• AIM OF THE EXERCISE: Write out the records below from the first line through the line containing "flex:none; width:28px; height:28px;", leaving out any pictures.
*** Opening of RAW DATA ***
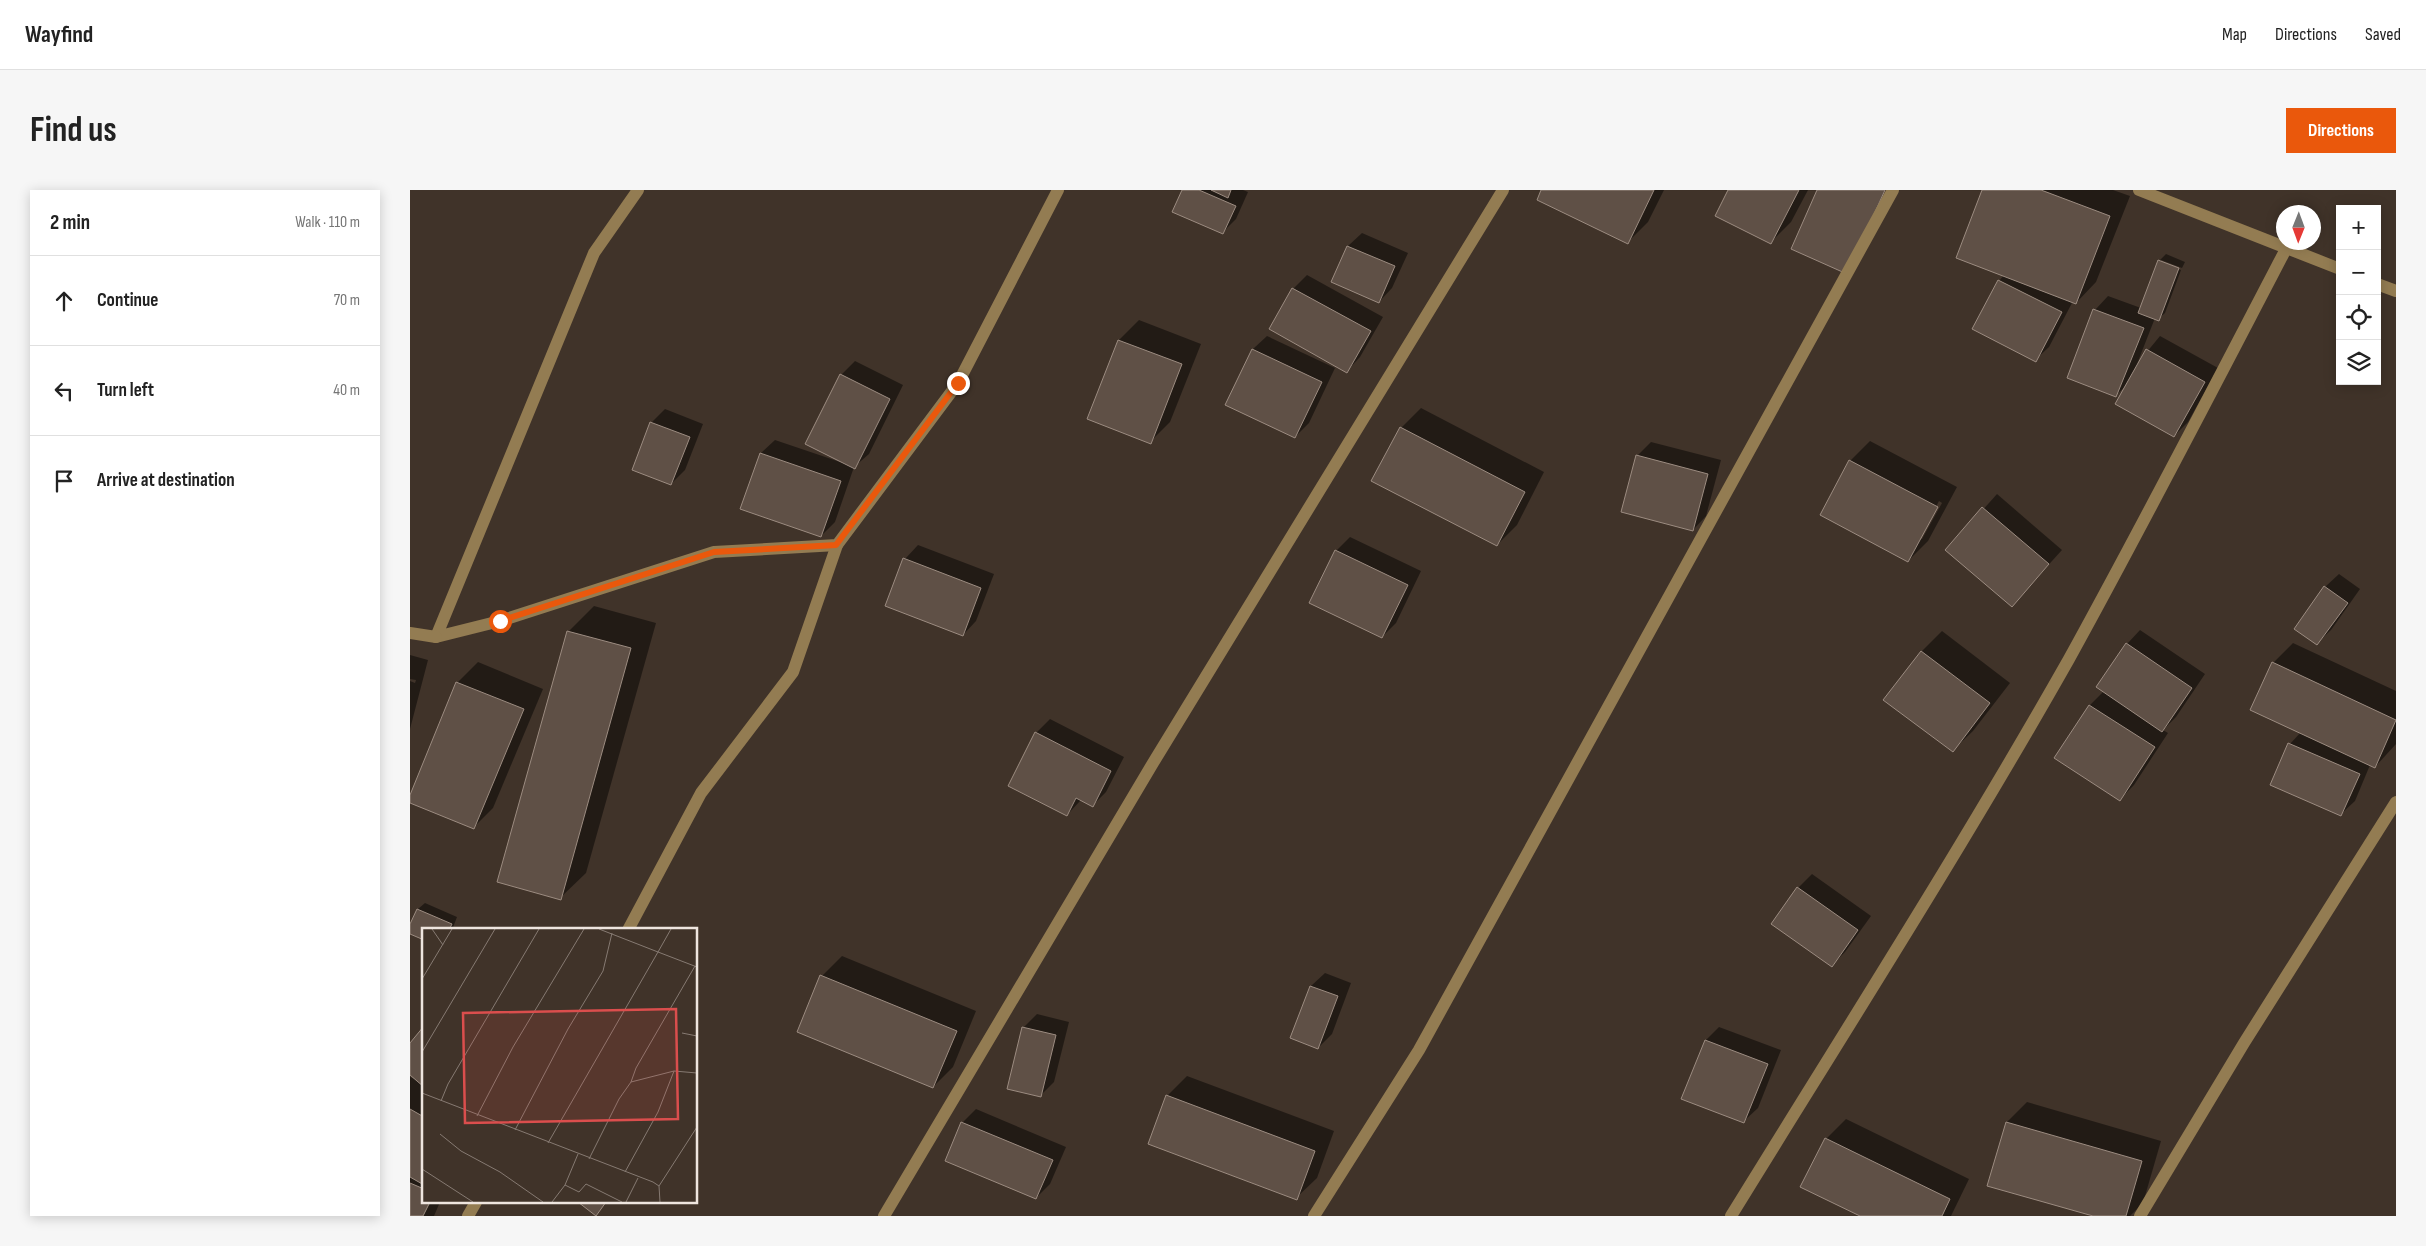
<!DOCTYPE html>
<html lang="en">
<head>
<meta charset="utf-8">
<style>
	body { margin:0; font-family:"Sofia Sans Condensed",sans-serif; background:#f6f6f6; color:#222 }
	.controls { position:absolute; right:15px; top:15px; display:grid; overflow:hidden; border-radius:0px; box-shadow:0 2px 12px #0003 }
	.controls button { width:45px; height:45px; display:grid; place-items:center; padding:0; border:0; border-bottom:1px solid #e0e0e0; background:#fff; color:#222; font:25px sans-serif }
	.compass { position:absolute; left:1866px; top:15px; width:45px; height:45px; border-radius:50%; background:#fff; box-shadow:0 2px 12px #0003; rotate:181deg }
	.stop { position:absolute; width:15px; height:15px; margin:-11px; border:4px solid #ea580c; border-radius:50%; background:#fff }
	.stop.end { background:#ea580c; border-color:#fff; box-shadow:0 1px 5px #0008 }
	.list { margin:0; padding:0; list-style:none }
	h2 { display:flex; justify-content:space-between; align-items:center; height:65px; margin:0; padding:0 20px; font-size:21px }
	h2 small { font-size:16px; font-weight:400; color:#767676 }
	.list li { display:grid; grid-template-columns:32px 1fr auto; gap:15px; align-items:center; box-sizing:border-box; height:90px; padding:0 20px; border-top:1px solid #e0e0e0 }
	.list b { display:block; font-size:19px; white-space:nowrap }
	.list em { font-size:16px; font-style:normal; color:#767676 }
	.icon { flex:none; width:28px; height:28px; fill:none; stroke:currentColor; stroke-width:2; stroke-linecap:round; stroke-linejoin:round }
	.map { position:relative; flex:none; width:1986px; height:1026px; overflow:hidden; border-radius:0px }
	header { display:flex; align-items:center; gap:30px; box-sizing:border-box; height:70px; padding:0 25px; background:#fff; border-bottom:1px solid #e0e0e0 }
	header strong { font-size:24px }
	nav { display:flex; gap:28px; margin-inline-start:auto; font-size:18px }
	.intro { display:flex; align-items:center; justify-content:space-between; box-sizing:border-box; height:120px; padding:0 30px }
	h1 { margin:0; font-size:35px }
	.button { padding:12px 22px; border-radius:0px; background:#ea580c; color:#fff; font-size:18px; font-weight:700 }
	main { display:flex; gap:30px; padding:0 30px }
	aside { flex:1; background:#fff; border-radius:0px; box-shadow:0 2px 12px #0003 }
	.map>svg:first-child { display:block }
</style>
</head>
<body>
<header>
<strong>Wayfind</strong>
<nav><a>Map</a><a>Directions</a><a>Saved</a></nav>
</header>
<div class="intro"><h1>Find us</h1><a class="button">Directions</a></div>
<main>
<aside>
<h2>2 min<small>Walk · 110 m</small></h2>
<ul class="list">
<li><svg class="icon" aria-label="ahead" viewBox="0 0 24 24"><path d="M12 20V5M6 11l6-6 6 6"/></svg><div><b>Continue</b></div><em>70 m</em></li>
<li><svg class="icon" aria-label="left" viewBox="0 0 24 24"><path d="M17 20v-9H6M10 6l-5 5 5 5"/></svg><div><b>Turn left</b></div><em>40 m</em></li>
<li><svg class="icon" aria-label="arrive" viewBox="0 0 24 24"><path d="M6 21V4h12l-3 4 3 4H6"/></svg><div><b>Arrive at destination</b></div></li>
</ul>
</aside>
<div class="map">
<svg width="1986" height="1026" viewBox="0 0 1986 1026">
	<rect width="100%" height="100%" fill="#403329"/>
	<!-- shadow -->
	<g fill="#0007" fill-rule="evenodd">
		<polygon points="774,0 833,0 838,2 826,29 812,43"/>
		<polygon points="1133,0 1254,0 1238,32 1218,52"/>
		<polygon points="1319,0 1398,0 1381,32 1361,52"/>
		<polygon points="1574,0 1703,0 1720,6 1686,92 1666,113 1663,111 1639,157 1625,170 1589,91 1594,85"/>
		<polygon points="952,43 998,63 982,98 969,112 938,56"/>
		<polygon points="1756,64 1775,72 1772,78 1751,70 1751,73 1771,80 1755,123 1748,129 1745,128 1727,174 1750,146 1808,178 1778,232 1764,246 1716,196 1706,205 1658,187 1685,120 1698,106 1731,118 1749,71"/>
		<polygon points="897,85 973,127 950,167 937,181 883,99"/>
		<polygon points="729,130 791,154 760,232 740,252 678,228 709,150"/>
		<polygon points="857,146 925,178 899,233 885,247 843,159"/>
		<polygon points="445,171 493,195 459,264 444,277 425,332 411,346 351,263 365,250 433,273 431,185"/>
		<polygon points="1011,218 1134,282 1107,335 1087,355 991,238"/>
		<polygon points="255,219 293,234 275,280 261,294 241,233"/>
		<path d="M 1460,251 L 1547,297 L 1518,351 L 1498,371 L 1440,271 ZM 1529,311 L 1532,313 L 1512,349 L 1509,349 Z"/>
		<polygon points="1241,252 1311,270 1296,326 1283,340 1227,266"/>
		<polygon points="1587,304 1652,360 1602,415 1537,360"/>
		<polygon points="940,347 1011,381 986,433 972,447 926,361"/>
		<polygon points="508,355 584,384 566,431 553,445 495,369"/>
		<polygon points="1929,384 1950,399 1921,440 1907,453 1915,397"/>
		<polygon points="184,416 246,433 176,683 150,708 158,442"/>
		<polygon points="1730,440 1795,484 1766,527 1753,540 1758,543 1724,595 1710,609 1646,568 1680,515 1694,501 1717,454"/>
		<polygon points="1532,441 1600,493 1563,541 1542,561 1475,510 1512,461"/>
		<polygon points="1883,453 1986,501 1986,554 1965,577 1960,575 1945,611 1931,624 1862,594 1880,554 1891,542 1863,473"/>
		<polygon points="0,465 18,470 0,539 0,491 5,493 6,490 0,489"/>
		<polygon points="68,472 133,499 83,618 63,638 0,612 0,608 47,493"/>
		<polygon points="640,529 714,567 696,602 682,616 671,610 657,625 626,543"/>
		<polygon points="1402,684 1461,726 1435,762 1422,775 1388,698"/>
		<polygon points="15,713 47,727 42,740 14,740 0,743 8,719"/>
		<polygon points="432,766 566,821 543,877 523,897 412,786"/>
		<polygon points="915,783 941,793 922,844 908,858 882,848 901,796"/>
		<polygon points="627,824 659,832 644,892 630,906 613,838"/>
		<polygon points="1309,837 1371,860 1348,918 1334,931 1296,850"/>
		<polygon points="14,838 14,1012 30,1012 24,1026 0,1026 0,887 7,890 0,884 0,855"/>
		<polygon points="777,886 924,941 907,988 886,1008 757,906"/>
		<polygon points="1617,912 1751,951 1733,1013 1720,1026 1688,1026 1597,932"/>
		<polygon points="566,919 656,957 640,994 626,1008 536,970 552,933"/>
		<polygon points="1436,929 1559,989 1541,1026 1452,1026 1416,949"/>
	</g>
	<!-- building -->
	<g fill="#5f5046" stroke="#9c8c81">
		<polygon points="772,0 789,0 826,16 813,44 762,22"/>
		<polygon points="801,0 821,0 818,8"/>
		<polygon points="1131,0 1244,0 1218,54 1127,10"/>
		<polygon points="1318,0 1389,0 1361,54 1305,26"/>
		<polygon points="1407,0 1475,0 1437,84 1381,59"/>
		<polygon points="1572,0 1631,0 1700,26 1666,114 1546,68"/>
		<polygon points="937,56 985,76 969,113 921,92"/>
		<polygon points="1748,70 1769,78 1749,131 1728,123"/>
		<polygon points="1588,90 1652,122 1626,172 1562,139"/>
		<polygon points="882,98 961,141 937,183 859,139"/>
		<polygon points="1683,119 1734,138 1706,207 1657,188"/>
		<polygon points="708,150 772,174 741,254 677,229"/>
		<polygon points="842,159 912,192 885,248 815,215"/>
		<polygon points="1736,159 1795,192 1764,247 1705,214"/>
		<polygon points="430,184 480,209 445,279 395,254"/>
		<polygon points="240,232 280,247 261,295 222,280"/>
		<polygon points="990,237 1115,302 1087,356 961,291"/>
		<polygon points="350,263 431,291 411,347 330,319"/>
		<polygon points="1226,265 1298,284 1283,341 1211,322"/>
		<polygon points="1439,270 1528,317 1498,372 1410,325"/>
		<polygon points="1572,317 1639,374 1602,417 1535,360"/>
		<polygon points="925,360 998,395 972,448 899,413"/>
		<polygon points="493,368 571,398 553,446 475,416"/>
		<polygon points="1914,396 1938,413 1907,455 1884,439"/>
		<polygon points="157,441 221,458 151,710 87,692"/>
		<polygon points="1716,453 1782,498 1752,542 1686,497"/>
		<polygon points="1511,461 1580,513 1543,562 1473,510"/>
		<polygon points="1862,472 1986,530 1965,578 1840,520"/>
		<polygon points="46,492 114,519 64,639 0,613 0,605"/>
		<polygon points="1679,515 1745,557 1710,611 1644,568"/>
		<polygon points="625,542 701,581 683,617 666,608 657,626 598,596"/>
		<polygon points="1878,553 1950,584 1931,626 1860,595"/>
		<polygon points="1387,697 1448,740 1422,777 1361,734"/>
		<polygon points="7,719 42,734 39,740 14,740 14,750 0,744 0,734"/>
		<polygon points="410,785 547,841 523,898 387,842"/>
		<polygon points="900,796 928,806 908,859 880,848"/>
		<polygon points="14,836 14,897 0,885 0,853"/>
		<polygon points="612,837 646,845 631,907 597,899"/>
		<polygon points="1295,850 1358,874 1334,933 1271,909"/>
		<polygon points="756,905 905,961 887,1010 738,954"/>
		<polygon points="0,919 14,927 14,995 0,987"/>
		<polygon points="551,932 643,970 626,1009 535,971"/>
		<polygon points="1596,932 1732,971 1716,1026 1683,1026 1577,996"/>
		<polygon points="1415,948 1540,1009 1532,1026 1450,1026 1390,997"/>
		<polygon points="0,993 14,999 14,1012 20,1012 13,1026 0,1026"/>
		<polygon points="168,1012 196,1012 186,1026"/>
	</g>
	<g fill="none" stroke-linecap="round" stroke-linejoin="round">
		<!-- minor -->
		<g stroke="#937c52" stroke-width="12">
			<polyline points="228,0 184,63 26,447 90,431 304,362 427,355 548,193 648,0"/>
			<polyline points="1729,0 1930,79"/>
			<polyline points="1967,94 1986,101"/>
			<polyline points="0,443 26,447"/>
			<polyline points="218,740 291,603 383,482 427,355"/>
			<polyline points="58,1026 66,1012"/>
			<polyline points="474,1026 743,573 1093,0"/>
			<polyline points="904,1026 1009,860 1483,0"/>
			<path d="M 1321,1026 C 1435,841 1552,658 1659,469 C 1734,333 1805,195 1877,57"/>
			<polyline points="1730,1026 1834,853 1986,612"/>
		</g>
	</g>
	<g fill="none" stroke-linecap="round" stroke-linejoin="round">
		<!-- route -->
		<polyline stroke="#ea580c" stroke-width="6" points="90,431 304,362 426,355 548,193"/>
	</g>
	<!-- overview -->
	<g transform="translate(12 738)">
		<rect width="275" height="275" fill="#403329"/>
		<path fill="none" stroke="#867a72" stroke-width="1" d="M 10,1 L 21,17M 177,1 L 236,24 L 249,1M 0,51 L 30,1M 260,105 L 275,108M 0,124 L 73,1M 252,143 L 275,145M 209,154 L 214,140 L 273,38M 0,165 L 231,254 L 237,258 L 238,274M 19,173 L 26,156 L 117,1M 55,188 L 91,119 L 162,1M 93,202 L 146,101 L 181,43 L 190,5M 18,206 L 39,223 L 78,244 L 121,274M 126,215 L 236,24 L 275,39M 167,231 L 197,171 L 209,154 L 252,143 L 236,184 L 203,244M 0,241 L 51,274M 143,257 L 156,226M 237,258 L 275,199M 130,274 L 143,257 L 157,264 L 164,256 L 200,274M 204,274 L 216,250"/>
		<path fill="#db4e4d" fill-opacity="0.15" stroke="#db4e4d" stroke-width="2.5" d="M 254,81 L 256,191 L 43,195 L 41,85 Z"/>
		<rect width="275" height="275" fill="none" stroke="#eee5df" stroke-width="2.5"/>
	</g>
</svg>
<div class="controls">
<button>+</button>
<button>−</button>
<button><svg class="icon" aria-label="locate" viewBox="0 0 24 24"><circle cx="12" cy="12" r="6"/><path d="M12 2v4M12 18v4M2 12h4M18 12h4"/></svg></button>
<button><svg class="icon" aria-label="layers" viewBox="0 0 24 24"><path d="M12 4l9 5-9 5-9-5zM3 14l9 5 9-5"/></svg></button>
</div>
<svg class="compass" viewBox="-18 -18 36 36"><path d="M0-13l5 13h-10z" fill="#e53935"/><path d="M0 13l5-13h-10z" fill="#767676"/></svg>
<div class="stop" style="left:90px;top:431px"></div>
<div class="stop end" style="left:548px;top:193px"></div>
</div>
</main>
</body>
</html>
*** Close of RAW DATA ***
• RESPONSE:
<!DOCTYPE html>
<html lang="en">
<head>
<meta charset="utf-8">
<style>
	body { margin:0; font-family:"Sofia Sans Condensed",sans-serif; background:#f6f6f6; color:#222 }
	.controls { position:absolute; right:15px; top:15px; display:grid; overflow:hidden; border-radius:0px; box-shadow:0 2px 12px #0003 }
	.controls button { width:45px; height:45px; display:grid; place-items:center; padding:0; border:0; border-bottom:1px solid #e0e0e0; background:#fff; color:#222; font:25px sans-serif }
	.compass { position:absolute; left:1866px; top:15px; width:45px; height:45px; border-radius:50%; background:#fff; box-shadow:0 2px 12px #0003; rotate:181deg }
	.stop { position:absolute; width:15px; height:15px; margin:-11px; border:4px solid #ea580c; border-radius:50%; background:#fff }
	.stop.end { background:#ea580c; border-color:#fff; box-shadow:0 1px 5px #0008 }
	.list { margin:0; padding:0; list-style:none }
	h2 { display:flex; justify-content:space-between; align-items:center; height:65px; margin:0; padding:0 20px; font-size:21px }
	h2 small { font-size:16px; font-weight:400; color:#767676 }
	.list li { display:grid; grid-template-columns:32px 1fr auto; gap:15px; align-items:center; box-sizing:border-box; height:90px; padding:0 20px; border-top:1px solid #e0e0e0 }
	.list b { display:block; font-size:19px; white-space:nowrap }
	.list em { font-size:16px; font-style:normal; color:#767676 }
	.icon { flex:none; width:28px; height:28px; fill:none; stroke:currentColor; stroke-width:2; stroke-linecap:round; stroke-linejoin:round }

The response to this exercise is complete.